- **WHAT THE EXERCISE ASKS**
Could you filter the material and copy every line where the word "Abarrotes" occurs?

- **DATASET CONTENT**
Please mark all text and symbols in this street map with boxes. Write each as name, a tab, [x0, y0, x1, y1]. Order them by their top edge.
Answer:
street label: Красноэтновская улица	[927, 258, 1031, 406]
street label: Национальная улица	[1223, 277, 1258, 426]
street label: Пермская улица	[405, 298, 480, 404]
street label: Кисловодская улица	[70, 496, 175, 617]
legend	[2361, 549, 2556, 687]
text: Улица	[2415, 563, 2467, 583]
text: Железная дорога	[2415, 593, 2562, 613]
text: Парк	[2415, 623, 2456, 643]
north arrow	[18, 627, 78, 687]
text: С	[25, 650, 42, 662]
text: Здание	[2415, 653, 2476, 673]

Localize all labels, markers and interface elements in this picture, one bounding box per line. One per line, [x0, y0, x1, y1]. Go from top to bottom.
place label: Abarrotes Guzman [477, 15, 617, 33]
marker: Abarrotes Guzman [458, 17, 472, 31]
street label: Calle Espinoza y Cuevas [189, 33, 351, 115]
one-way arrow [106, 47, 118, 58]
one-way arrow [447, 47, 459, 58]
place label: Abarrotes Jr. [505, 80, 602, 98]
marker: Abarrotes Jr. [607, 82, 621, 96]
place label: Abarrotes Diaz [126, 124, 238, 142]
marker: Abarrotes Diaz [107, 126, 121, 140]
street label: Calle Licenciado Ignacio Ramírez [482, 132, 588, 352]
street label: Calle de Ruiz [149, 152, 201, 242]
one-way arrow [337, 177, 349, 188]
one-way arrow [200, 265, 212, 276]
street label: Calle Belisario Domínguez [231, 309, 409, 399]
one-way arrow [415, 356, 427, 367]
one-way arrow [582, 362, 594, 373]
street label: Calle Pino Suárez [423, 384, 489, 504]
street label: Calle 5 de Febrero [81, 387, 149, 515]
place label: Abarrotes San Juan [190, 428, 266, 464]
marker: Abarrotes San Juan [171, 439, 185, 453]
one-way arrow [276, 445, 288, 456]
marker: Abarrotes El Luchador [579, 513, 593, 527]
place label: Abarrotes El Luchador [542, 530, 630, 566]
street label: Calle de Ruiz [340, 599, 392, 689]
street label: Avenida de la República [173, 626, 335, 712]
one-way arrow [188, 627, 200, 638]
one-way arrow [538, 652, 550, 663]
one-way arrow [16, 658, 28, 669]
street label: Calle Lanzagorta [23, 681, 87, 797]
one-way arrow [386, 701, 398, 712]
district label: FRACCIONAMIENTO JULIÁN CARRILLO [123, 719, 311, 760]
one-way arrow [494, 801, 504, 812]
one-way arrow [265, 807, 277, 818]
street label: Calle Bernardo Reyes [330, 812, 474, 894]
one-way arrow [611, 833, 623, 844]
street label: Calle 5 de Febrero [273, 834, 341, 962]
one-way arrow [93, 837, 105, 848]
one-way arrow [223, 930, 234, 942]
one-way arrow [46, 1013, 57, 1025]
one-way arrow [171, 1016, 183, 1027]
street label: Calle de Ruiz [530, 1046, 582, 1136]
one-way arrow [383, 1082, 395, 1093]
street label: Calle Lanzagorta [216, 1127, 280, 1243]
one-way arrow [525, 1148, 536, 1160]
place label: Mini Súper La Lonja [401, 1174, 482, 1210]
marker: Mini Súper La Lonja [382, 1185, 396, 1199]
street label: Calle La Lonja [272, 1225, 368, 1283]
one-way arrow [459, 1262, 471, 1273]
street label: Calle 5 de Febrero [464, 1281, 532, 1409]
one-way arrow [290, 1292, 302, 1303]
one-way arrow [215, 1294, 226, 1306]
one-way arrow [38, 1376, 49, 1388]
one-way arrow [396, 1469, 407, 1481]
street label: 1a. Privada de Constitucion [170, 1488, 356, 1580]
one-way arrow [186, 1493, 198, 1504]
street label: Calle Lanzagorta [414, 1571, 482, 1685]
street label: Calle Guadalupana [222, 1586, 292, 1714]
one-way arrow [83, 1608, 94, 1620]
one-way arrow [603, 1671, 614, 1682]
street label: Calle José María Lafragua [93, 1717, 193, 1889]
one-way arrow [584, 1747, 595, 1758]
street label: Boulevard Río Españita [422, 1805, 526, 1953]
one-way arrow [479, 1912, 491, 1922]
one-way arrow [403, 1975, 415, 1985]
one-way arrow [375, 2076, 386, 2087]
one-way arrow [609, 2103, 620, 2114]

- **EXERCISE RESPONSE**
place label: Abarrotes Guzman [477, 15, 617, 33]
marker: Abarrotes Guzman [458, 17, 472, 31]
place label: Abarrotes Jr. [505, 80, 602, 98]
marker: Abarrotes Jr. [607, 82, 621, 96]
place label: Abarrotes Diaz [126, 124, 238, 142]
marker: Abarrotes Diaz [107, 126, 121, 140]
place label: Abarrotes San Juan [190, 428, 266, 464]
marker: Abarrotes San Juan [171, 439, 185, 453]
marker: Abarrotes El Luchador [579, 513, 593, 527]
place label: Abarrotes El Luchador [542, 530, 630, 566]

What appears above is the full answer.